When AI Joins the On-Call Rotation: Building an Incident Investigation Agent

Saturday, April 18, 2026 · 11:00 AM – 12:30 PM · UVA School of Data Science

As large language models (LLMs) have become widely available, the primary challenge has shifted from model training to system design. Agentic AI represents the next step in this evolution: LLM-powered systems that can reason about tasks, use tools, and iteratively act toward a goal.

One compelling application of agentic AI is incident investigation and response support. In this talk, I’ll walk through the design of a practical agentic AI assistant for incident analysis. Given an alert or error description, the agent gathers relevant context from logs and metrics, correlates signals across tools, and produces a structured incident summary with suggested next steps for engineers.
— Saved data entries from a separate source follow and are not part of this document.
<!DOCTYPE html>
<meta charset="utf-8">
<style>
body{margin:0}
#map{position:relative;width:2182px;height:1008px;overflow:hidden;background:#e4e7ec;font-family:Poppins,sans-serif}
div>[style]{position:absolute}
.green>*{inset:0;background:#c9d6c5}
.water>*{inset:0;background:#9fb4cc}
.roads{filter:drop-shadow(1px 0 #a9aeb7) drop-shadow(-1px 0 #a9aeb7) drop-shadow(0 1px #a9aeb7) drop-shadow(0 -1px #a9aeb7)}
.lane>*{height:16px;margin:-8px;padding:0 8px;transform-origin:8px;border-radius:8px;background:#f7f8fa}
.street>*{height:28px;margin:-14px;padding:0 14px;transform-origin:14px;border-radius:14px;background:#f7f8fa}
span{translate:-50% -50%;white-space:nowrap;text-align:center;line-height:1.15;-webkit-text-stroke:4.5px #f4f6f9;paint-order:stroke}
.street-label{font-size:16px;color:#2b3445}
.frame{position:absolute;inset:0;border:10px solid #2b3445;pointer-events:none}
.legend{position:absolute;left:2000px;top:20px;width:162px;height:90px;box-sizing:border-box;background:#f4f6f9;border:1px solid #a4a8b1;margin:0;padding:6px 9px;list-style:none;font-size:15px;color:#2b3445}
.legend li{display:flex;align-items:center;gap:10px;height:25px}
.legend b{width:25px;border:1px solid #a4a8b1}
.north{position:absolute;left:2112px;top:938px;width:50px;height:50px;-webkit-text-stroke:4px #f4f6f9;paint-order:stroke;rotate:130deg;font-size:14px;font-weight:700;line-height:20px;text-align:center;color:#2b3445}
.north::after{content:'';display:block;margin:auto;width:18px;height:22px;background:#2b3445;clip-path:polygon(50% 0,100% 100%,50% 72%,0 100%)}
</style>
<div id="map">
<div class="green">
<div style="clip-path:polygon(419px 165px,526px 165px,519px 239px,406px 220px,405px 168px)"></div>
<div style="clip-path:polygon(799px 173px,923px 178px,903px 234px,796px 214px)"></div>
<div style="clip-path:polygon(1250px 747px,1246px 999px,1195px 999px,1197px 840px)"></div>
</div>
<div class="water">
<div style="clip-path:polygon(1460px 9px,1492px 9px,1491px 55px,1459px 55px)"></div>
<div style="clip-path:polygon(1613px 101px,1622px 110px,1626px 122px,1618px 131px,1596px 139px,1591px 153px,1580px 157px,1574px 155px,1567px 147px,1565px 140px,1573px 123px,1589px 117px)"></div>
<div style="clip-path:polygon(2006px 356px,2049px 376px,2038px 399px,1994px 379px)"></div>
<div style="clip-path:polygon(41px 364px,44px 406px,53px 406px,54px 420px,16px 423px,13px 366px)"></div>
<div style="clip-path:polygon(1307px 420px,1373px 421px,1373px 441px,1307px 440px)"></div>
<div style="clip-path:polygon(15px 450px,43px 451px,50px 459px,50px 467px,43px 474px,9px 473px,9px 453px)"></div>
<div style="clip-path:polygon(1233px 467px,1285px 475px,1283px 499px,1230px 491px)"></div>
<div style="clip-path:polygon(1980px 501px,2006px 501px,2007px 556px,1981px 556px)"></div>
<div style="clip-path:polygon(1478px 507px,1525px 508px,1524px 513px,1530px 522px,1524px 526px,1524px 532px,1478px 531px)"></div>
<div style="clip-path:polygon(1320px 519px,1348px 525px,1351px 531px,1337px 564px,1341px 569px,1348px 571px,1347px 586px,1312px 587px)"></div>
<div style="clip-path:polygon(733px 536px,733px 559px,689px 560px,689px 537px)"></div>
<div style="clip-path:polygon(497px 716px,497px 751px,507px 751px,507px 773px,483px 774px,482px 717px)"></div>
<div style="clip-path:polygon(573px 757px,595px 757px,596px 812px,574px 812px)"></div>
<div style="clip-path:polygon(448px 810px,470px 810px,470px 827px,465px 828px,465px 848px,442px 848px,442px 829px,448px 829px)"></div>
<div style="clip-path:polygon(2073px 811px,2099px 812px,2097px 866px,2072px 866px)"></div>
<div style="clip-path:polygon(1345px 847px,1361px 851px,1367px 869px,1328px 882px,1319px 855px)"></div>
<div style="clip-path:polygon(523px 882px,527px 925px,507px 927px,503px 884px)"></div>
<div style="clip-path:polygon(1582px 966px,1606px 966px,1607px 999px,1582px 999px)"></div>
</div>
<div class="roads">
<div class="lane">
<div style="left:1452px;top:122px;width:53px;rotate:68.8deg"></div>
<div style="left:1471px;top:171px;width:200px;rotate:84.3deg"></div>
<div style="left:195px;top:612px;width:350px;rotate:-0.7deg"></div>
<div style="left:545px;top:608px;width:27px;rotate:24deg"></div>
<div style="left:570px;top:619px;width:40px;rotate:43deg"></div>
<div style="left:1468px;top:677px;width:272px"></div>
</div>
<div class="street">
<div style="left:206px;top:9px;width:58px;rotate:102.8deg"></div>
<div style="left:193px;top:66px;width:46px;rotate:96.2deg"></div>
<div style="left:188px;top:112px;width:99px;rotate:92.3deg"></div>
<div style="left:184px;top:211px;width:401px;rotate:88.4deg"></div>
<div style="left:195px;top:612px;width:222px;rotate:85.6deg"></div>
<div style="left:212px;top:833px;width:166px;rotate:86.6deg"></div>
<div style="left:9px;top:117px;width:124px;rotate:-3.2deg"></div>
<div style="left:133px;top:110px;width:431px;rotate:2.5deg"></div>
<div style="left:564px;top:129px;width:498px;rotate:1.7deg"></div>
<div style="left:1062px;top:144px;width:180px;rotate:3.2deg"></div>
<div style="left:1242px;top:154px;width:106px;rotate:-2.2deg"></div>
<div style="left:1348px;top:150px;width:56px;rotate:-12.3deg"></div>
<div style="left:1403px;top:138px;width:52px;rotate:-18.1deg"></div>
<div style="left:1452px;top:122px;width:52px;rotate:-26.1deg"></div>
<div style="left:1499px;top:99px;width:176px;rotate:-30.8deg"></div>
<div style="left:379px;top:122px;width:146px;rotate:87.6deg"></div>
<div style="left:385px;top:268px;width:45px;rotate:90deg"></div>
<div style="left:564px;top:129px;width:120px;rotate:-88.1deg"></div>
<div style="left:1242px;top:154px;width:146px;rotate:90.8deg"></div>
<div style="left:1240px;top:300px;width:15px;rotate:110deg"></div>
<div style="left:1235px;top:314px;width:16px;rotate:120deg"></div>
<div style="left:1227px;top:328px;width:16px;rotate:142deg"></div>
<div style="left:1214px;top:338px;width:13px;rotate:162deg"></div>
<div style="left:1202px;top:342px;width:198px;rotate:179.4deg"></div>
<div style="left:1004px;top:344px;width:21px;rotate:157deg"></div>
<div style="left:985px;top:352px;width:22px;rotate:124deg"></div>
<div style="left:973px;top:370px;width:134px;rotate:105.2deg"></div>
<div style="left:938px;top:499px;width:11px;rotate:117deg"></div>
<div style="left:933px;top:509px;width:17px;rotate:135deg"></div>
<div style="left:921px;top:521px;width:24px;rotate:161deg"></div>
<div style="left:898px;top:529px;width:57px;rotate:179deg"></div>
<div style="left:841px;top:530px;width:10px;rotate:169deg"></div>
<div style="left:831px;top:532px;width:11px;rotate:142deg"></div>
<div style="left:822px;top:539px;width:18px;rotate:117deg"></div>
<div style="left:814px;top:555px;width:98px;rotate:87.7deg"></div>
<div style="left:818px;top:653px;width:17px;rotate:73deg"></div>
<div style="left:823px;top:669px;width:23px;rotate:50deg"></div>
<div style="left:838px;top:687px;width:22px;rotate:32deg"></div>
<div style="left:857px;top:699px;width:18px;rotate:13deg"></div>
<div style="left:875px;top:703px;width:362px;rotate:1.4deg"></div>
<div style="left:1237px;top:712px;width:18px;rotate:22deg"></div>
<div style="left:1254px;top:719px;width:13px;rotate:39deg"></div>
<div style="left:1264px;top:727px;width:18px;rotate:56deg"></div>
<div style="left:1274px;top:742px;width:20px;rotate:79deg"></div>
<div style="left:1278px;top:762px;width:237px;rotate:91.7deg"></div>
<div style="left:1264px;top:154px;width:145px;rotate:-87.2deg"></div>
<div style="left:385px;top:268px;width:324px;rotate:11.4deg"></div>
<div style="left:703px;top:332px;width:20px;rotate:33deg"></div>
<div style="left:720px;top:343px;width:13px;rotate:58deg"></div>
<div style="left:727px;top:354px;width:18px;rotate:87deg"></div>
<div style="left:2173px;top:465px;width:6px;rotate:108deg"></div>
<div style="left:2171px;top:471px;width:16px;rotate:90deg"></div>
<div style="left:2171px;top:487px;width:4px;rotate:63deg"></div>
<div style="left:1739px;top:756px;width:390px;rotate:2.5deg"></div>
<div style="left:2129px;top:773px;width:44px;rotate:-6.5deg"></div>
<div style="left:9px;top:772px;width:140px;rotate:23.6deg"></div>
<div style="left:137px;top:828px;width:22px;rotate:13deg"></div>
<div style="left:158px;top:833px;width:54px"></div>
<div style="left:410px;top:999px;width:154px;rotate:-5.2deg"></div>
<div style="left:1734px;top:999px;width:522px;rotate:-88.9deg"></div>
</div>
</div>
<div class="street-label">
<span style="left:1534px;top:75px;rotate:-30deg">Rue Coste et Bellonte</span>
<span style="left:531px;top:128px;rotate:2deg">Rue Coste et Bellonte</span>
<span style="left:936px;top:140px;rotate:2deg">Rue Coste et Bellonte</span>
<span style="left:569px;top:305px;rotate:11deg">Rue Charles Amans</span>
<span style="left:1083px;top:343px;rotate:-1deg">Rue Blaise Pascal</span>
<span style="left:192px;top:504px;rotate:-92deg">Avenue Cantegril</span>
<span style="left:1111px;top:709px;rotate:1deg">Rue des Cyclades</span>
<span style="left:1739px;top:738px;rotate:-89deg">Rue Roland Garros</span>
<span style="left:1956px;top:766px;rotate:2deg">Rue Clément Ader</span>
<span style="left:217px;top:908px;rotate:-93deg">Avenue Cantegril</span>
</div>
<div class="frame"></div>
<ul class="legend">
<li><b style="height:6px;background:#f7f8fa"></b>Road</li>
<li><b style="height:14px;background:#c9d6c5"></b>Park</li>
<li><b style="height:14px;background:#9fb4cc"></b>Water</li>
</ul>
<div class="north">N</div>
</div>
Using this concrete application as a lens, we’ll roll up our sleeves together walkthrough creating:

• A starter agent loop (observe → plan → act → evaluate) • Basic tooling (log search, retrieval, and code execution) enables applied agents • Error handling for common failure modes and safety considerations in incident analysis • A finished pipeline for incident investigation to be used in multiple scenarios.

The focus is on building a human-in-the-loop system—one that accelerates investigation while remaining safe, interpretable, and auditable. We’ll also discuss how limited, well-scoped actions (such as information gathering or ticket enrichment) can be safely delegated to agents. Attendees will leave with a clear mental model of agentic AI and practical guidance for applying these principles to real-world incident management systems.

About the Speaker

Nathan Todd

MS of Data Science @ UVA | AI Engineering @ Winning by Design

Nathan Todd is a Masters of Data Science candidate at the University of Virginia. He earned a B.S. in Applied & Computational Mathematics from Brigham Young University, with an emphasis on computer science applications. His experience spans AI engineering, machine learning, and data engineering, with roles at Winning by Design, Data Driven Streets, and Aspen Mountain Partners where he has built production AI solutions, ML pipelines, and data infrastructure. Nathan’s recent work focuses on Agentic AI systems and their integration into modern data and software pipelines, developing intelligent processes that automate workflows and augment human decision-making.